The average 45-year-old makes love once a week, which is not so bad an average, I would have thought, if you've been married for a couple of decades.

But then the respondents count themselves lucky if the whole experience lasts 22 minutes. Hmm. Might not turning off the stopwatch be one step towards revving things up between the covers?

This survey makes pretty depressing reading, but it strikes me that the men and women who answered it are misreading their own responses. It's not age that's responsible for their lacklustre love lives, it's stale marriages. It's not sagging or excess flesh that's to blame, it's boredom. It's not too little energy, it's too little imagination.

I may not be a sexual siren, and my flesh is certainly more southerly than it used to be, but since my marriage ended two-and-half years ago and I embarked on a new relationship, I have re-discovered just how thrilling good sex can be.

More frequent, more fun, more naughty and less inhibited than it has ever been. And the menopause in this respect has been more of a blessing than a curse - no chance of getting pregnant, no monthly PMT.

Like most of those questioned in the survey, my sex life had also dwindled in my 40s. And yet my husband - we had been together for more than 20 years - was as attractive, albeit older, as when I first met him. And even if I was more wrinkled than at 30, I hadn't let myself go physically - I was still a slim size 10.

What killed off sex were the same things that killed off our marriage - anger, resentment, lack of communication, loss of affection, of caring, of noticing one another and paying attention.

For women, seduction starts with conversation, with being told how pretty or sexy you look, with being appreciated. As our relationship soured, I noticed that even when I made the biggest effort - with my hair, with my make-up, my clothing - my husband would say nothing at all.

"Look at me, look at me," I wanted to scream. No wonder I lost all sense of my sexual self - I barely felt I was a woman at all. I don't doubt he felt as uncared for as I did, and so the distance between us grew greater, both in and out of bed. Even if your relationship is sound, it's so easy to get into a sexual rut. It's not surprising that couples, once they have children, stop doing it in the kitchen/ hallway/living room and resort to predictable, bedroom-only lovemaking.
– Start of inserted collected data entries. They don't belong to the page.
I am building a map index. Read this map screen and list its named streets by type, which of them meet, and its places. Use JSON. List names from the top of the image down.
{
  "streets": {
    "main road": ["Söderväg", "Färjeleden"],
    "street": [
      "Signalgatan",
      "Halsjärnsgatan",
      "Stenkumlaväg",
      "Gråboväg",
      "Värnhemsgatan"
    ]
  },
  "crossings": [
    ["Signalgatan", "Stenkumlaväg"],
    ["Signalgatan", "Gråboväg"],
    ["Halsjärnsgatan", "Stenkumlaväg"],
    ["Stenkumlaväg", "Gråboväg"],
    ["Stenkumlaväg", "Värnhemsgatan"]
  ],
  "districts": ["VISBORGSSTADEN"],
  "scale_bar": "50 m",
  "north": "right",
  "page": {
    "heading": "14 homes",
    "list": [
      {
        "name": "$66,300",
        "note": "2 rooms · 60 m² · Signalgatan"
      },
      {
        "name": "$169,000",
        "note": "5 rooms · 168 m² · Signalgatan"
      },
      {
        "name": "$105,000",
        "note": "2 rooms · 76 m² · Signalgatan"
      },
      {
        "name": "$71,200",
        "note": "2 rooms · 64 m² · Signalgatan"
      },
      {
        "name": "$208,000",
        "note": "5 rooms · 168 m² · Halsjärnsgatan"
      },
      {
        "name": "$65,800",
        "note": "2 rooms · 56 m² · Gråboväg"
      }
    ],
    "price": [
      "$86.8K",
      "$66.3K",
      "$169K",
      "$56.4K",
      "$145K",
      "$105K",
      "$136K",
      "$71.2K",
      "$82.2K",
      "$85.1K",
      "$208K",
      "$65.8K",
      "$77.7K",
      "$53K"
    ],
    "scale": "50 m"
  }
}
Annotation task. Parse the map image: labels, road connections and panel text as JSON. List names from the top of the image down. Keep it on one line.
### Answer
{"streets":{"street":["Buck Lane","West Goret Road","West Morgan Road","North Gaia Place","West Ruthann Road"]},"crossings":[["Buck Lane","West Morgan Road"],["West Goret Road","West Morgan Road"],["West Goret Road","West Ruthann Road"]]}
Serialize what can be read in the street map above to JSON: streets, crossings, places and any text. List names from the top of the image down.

But once the kids have left the nest, the house can be your oyster again. The problem is that you feel silly behaving like you used to once you've settled into a dull routine. It seems unnatural - and perhaps not very grown-up.

But there are as many ways to spice up your sex life as there are sexual positions. You just have to treat it as a game, as I have belatedly discovered.

If feeling fat, as 70 percent of the respondents claimed, is a barrier to good sex, how come merrily obese young men and women trot down the marriage aisle every day?

In the throes of sexual passion, it's intimate caresses, delicious kisses and sweet talk that make for sustained excitement. It's about abandoning yourself to the moment. With all that in place, you no longer notice - or at least care - about the failings of the flesh (yours or his).

Those of my newly single friends - like me, emerging from long relationships - have all discovered the joys of late-blooming sex lives.

I admit there's a slight Sex and the City vibe to our conversations that we tend not to indulge in when we're with our still-married friends, many of whom confess they have allowed sex to slip to the bottom of their to-do list. But even if we don't envy them their sex lives, we do have the wisdom to recognise that their enduring relationships are rather more precious than our last-flush sexual exploits.

One of the best things about being an older woman of this generation is that we no longer have to be embarrassed about the fact that we are still fully functional sexual beings.

That lust and libido and sexual desire do not die with the menopause is (almost) acceptable. And if it should fade away, that is nothing to be ashamed of either.

I don't just enjoy sex in my 50s, I love every moment of it. It makes me feel youthful. It makes me feel attractive. It doesn't sap my energy; it increases it. It makes me feel fully alive.